INSTRUCTIONS TO FOLLOW - From the records below, give the number of lines that contain the string "names", without any other text.

RECORDS PROVIDED -
──────────────────────────────

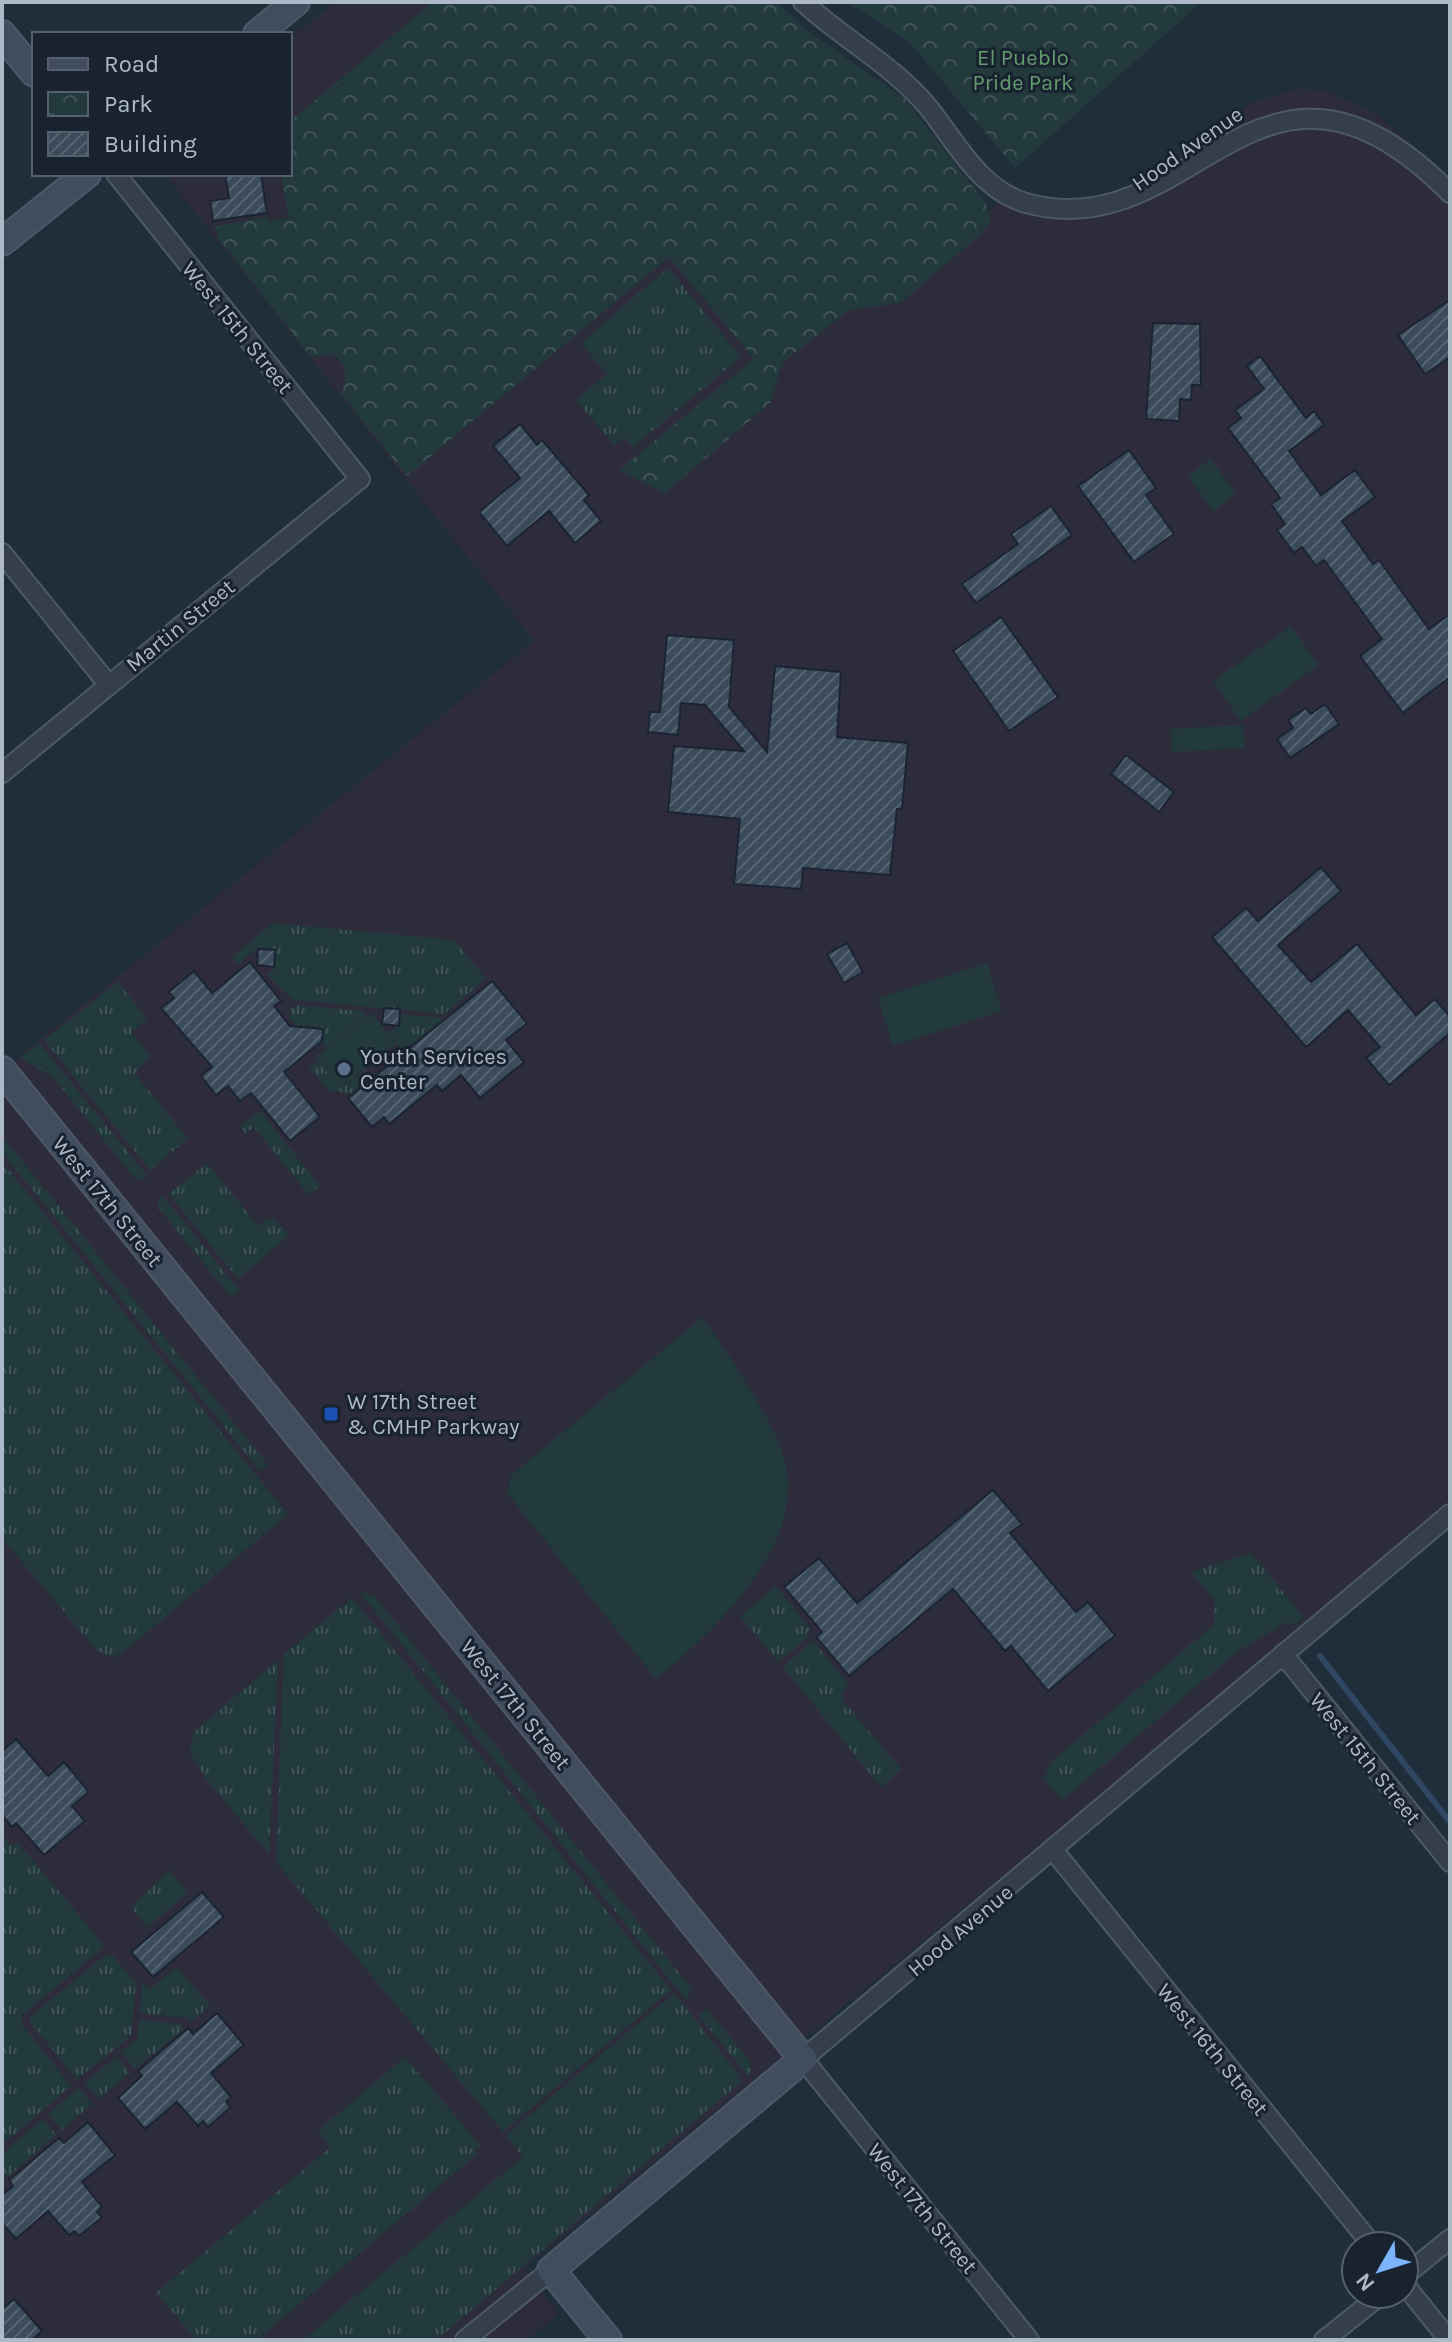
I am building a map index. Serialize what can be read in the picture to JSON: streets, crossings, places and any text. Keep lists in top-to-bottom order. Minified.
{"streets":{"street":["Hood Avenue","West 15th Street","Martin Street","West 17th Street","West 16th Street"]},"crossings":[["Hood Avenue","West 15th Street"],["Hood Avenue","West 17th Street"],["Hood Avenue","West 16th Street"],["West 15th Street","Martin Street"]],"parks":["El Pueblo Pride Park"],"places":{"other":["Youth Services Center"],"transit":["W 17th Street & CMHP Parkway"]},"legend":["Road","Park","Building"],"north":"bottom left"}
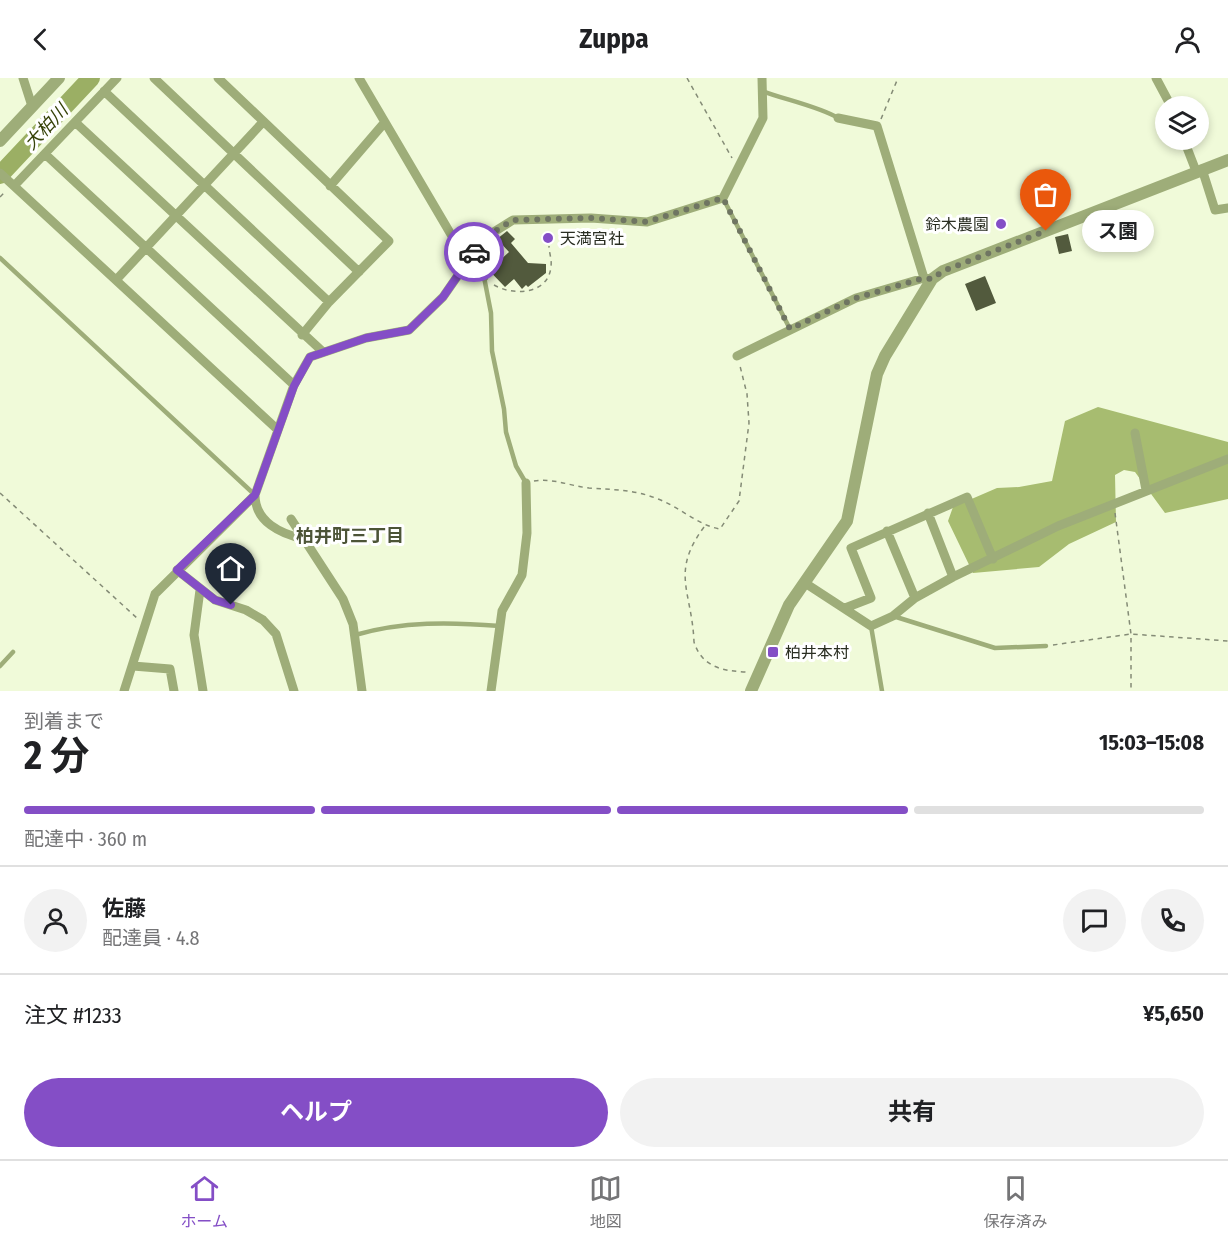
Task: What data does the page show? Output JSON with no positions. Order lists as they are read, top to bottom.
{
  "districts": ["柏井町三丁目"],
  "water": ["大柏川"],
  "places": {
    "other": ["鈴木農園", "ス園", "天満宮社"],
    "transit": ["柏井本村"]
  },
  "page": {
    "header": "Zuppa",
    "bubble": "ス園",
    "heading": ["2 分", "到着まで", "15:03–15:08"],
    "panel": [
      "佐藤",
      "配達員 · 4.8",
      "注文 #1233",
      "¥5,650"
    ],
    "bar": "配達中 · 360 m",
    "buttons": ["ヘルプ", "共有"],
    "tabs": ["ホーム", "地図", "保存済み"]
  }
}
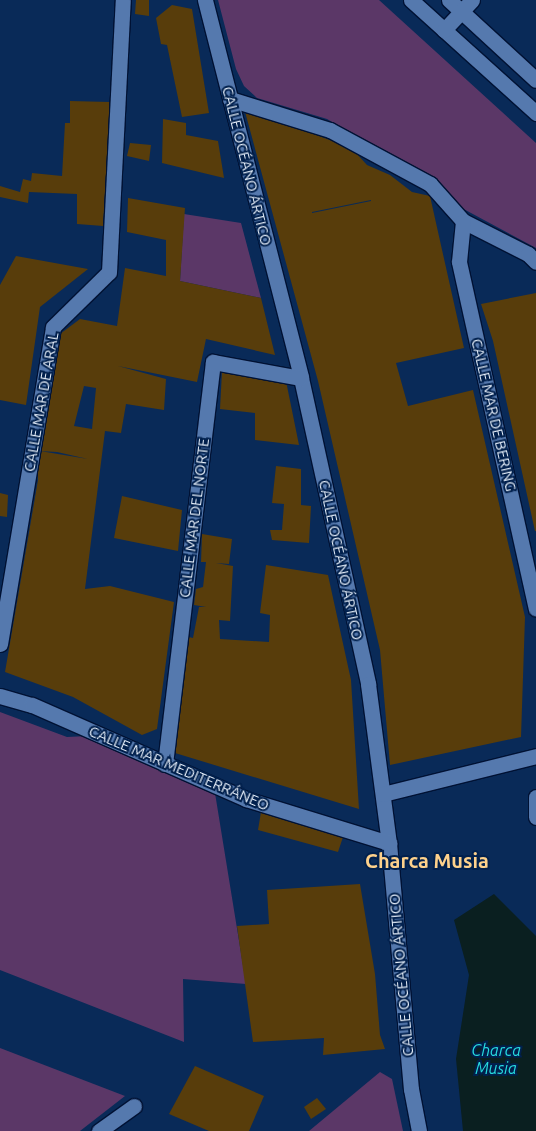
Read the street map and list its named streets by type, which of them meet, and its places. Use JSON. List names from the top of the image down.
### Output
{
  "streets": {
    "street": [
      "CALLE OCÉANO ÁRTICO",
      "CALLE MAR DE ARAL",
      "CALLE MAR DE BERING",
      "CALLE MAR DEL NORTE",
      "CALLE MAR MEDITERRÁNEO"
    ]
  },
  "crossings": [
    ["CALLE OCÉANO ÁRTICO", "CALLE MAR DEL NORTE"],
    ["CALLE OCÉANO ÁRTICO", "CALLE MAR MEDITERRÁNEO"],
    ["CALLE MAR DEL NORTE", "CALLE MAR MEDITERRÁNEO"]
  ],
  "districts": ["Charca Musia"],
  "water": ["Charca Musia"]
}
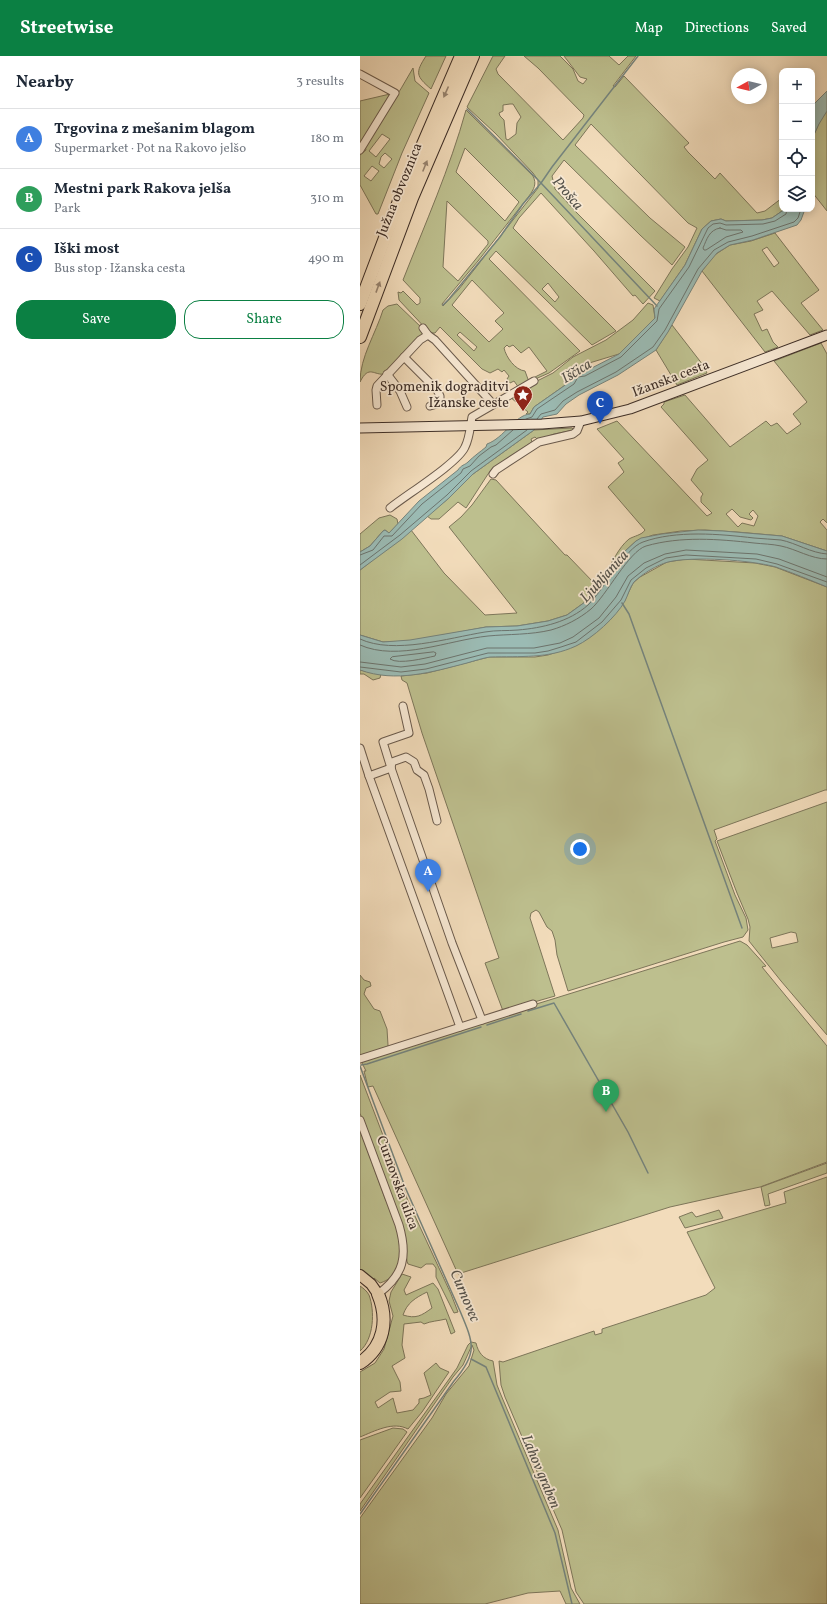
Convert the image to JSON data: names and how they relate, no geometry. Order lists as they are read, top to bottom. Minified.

──────────────────────────────

EXERCISE RESULT - 2